Ion chromatography hyphenated with inductively coupled plasma optical emission spectrometry (IC-ICP-OES) for the determination of inositol phosphates in food and feed

Background:
Phytic acid, also known as inositol hexaphosphate, is the principal storage form of phosphorus in many plant tissues, particularly in bran, seeds, legumes, cereals, and grains. Structurally, phytic acid consists of an inositol ring esterified with six phosphate groups, making the phosphate unavailable for absorption by non-ruminant animals.  In contrast, ruminants can digest phytate due to the phytase enzyme produced by rumen microorganisms, which hydrolyses the inositol-phosphate bond. Over a wide pH range, phytic acid exists as a negatively charged molecule, often forming insoluble complexes with various minerals such as iron, zinc, calcium, and proteins. This significant chelation potential raises concerns about its impact on the bioavailability of essential minerals, categorizing it as an antinutritional factor.

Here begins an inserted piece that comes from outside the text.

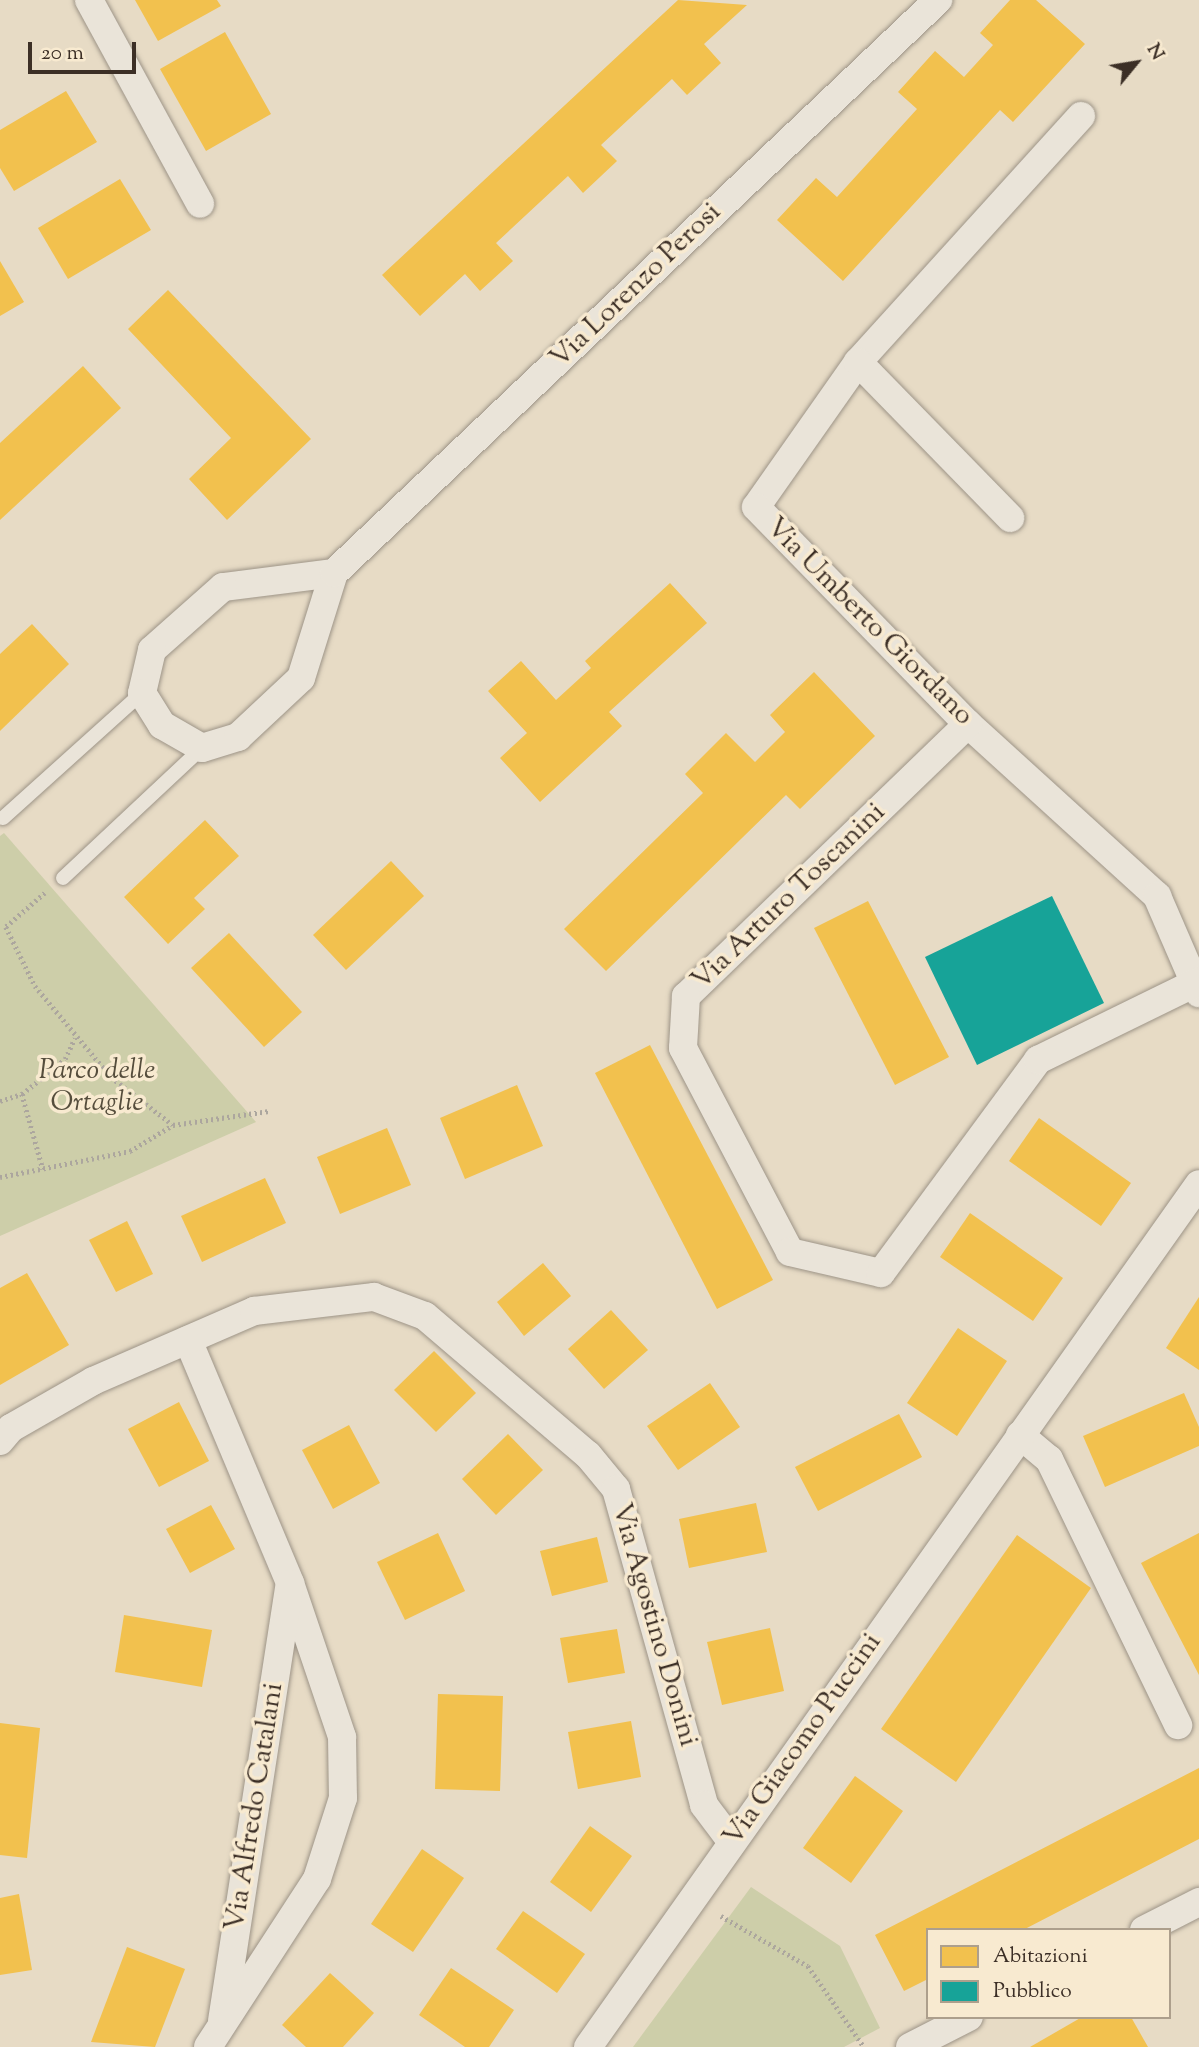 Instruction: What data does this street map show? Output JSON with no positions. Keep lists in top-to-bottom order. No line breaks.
{"streets":{"street":["Via Lorenzo Perosi","Via Umberto Giordano","Via Arturo Toscanini","Via Agostino Donini","Via Giacomo Puccini","Via Alfredo Catalani"]},"crossings":[["Via Umberto Giordano","Via Arturo Toscanini"],["Via Agostino Donini","Via Giacomo Puccini"],["Via Agostino Donini","Via Alfredo Catalani"]],"parks":["Parco delle Ortaglie"],"legend":["Abitazioni","Pubblico"],"scale_bar":"20 m","north":"top right"}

Given the significance of inositol phosphates, reliable analytical methodologies are essential for their accurate determination. However, analysing these highly charged molecules is challenging due to their lack of characteristic absorption maxima in the ultraviolet or visible spectrum, necessitating post-column derivatization or other non-optical detection methods. Additionally, the presence of high levels of salts, ions, proteins, fats, and starch in food and feed matrices complicates sample preparation and analytical separation.


The new study:
In reviewing existing analytical methods for separating inositol phosphate molecules, the authors concluded that individual isomer separation is only achievable through ion chromatography. For detection, they proposed ICP-OES, which eliminates the need for post-column derivatization and offers compound-independent calibration.

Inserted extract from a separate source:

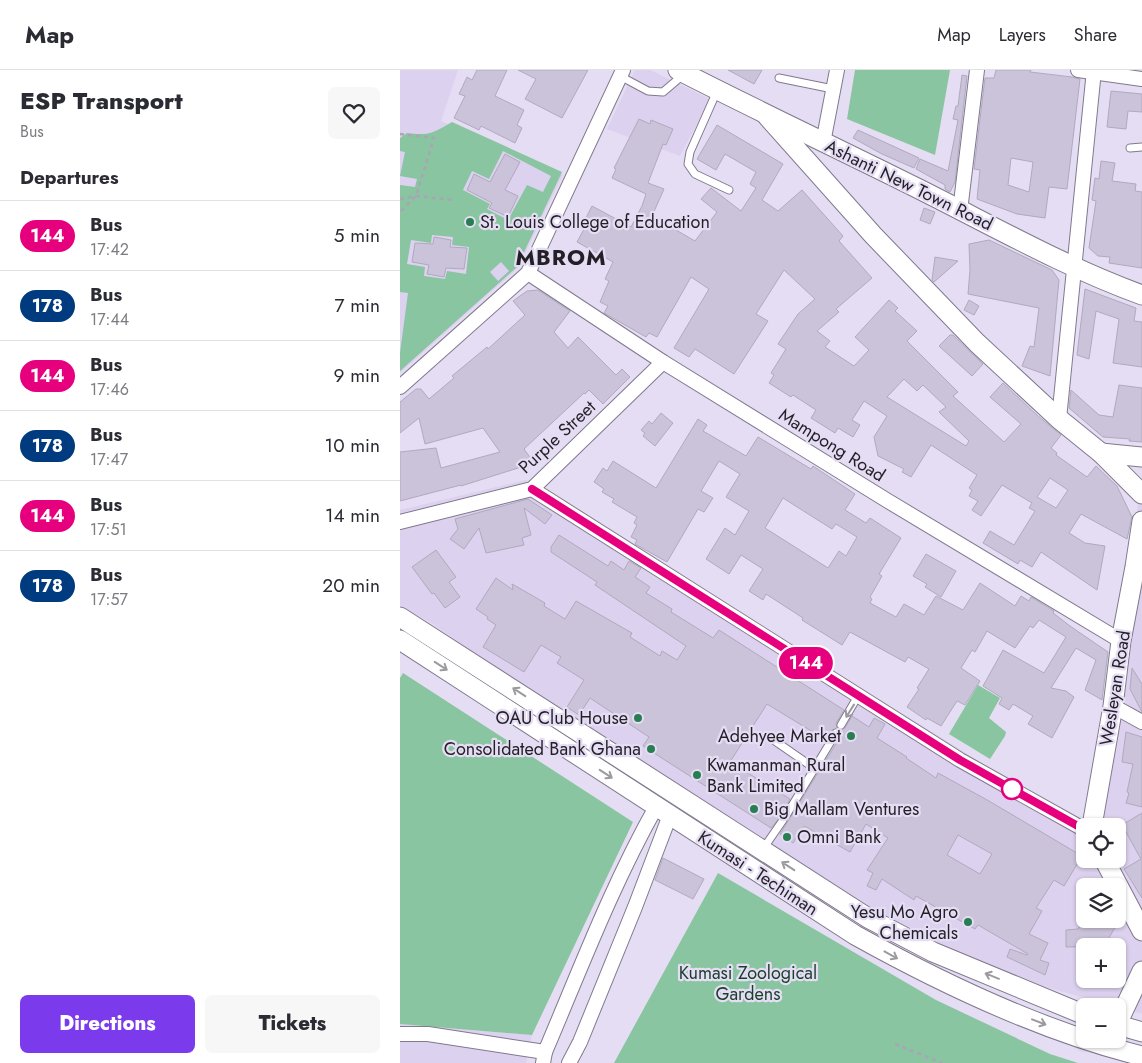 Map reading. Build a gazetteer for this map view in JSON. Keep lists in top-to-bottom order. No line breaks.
{"streets":{"main road":["Ashanti New Town Road","Wesleyan Road","Kumasi - Techiman"],"street":["Purple Street","Mampong Road"]},"crossings":[["Purple Street","Mampong Road"],["Mampong Road","Wesleyan Road"]],"districts":["MBROM"],"parks":["Kumasi Zoological Gardens"],"places":["St. Louis College of Education","OAU Club House","Adehyee Market","Consolidated Bank Ghana","Kwamanman Rural Bank Limited","Big Mallam Ventures","Omni Bank","Yesu Mo Agro Chemicals"],"lines":["bus line 144"],"page":{"header":"Map","nav":["Map","Layers","Share"],"heading":[["ESP Transport","Bus"],"Departures"],"on_map":"144","list":[{"mark":"144","name":"Bus","note":"17:42","value":"5 min"},{"mark":"178","name":"Bus","note":"17:44","value":"7 min"},{"mark":"144","name":"Bus","note":"17:46","value":"9 min"},{"mark":"178","name":"Bus","note":"17:47","value":"10 min"},{"mark":"144","name":"Bus","note":"17:51","value":"14 min"},{"mark":"178","name":"Bus","note":"17:57","value":"20 min"}],"map_buttons":["+","−"],"buttons":["Directions","Tickets"]}}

The method achieved the separation of 28 inositol phosphate isomers using an ion-chromatographic system with a CarboPac PA 100 analytical column (4 x 250 mm) and a nitric acid-water gradient within 33 minutes. This setup included a CarboPac PA100 guard column and an additional guard column to protect against food and feed matrices.

The ICP-OES spectrometer was purged with nitrogen to allow for sensitive detection of the phosphorus UV lines at 177.495 nm and 213.618 nm with axial viewing. The linear working range was 0.062-32 mg/L P, with limits of detection and quantification determined to be 63 µg/L P and 208 µg/L P, respectively.

The researchers also evaluated various acidic and alkaline extraction methods for food and feed samples, finding that the highest phytate extraction yield was achieved using 0.5 M HCl for 1 hour. Sample clean-up, necessary to remove matrix components such as carbohydrates, was performed using C18 SPE columns.

Using this developed methodology, the authors analysed nine samples, including grains, rice, beans, lentils, and pseudo-grains, for their phytate and inorganic phosphate content. The results demonstrated high reproducibility (under 4% for feed samples) and an 80% recovery rate for phytate. The authors concluded that their methodology is suitable for exploring enzymatic degradation pathways and analysing inositol phosphate in complex food and animal feed matrices.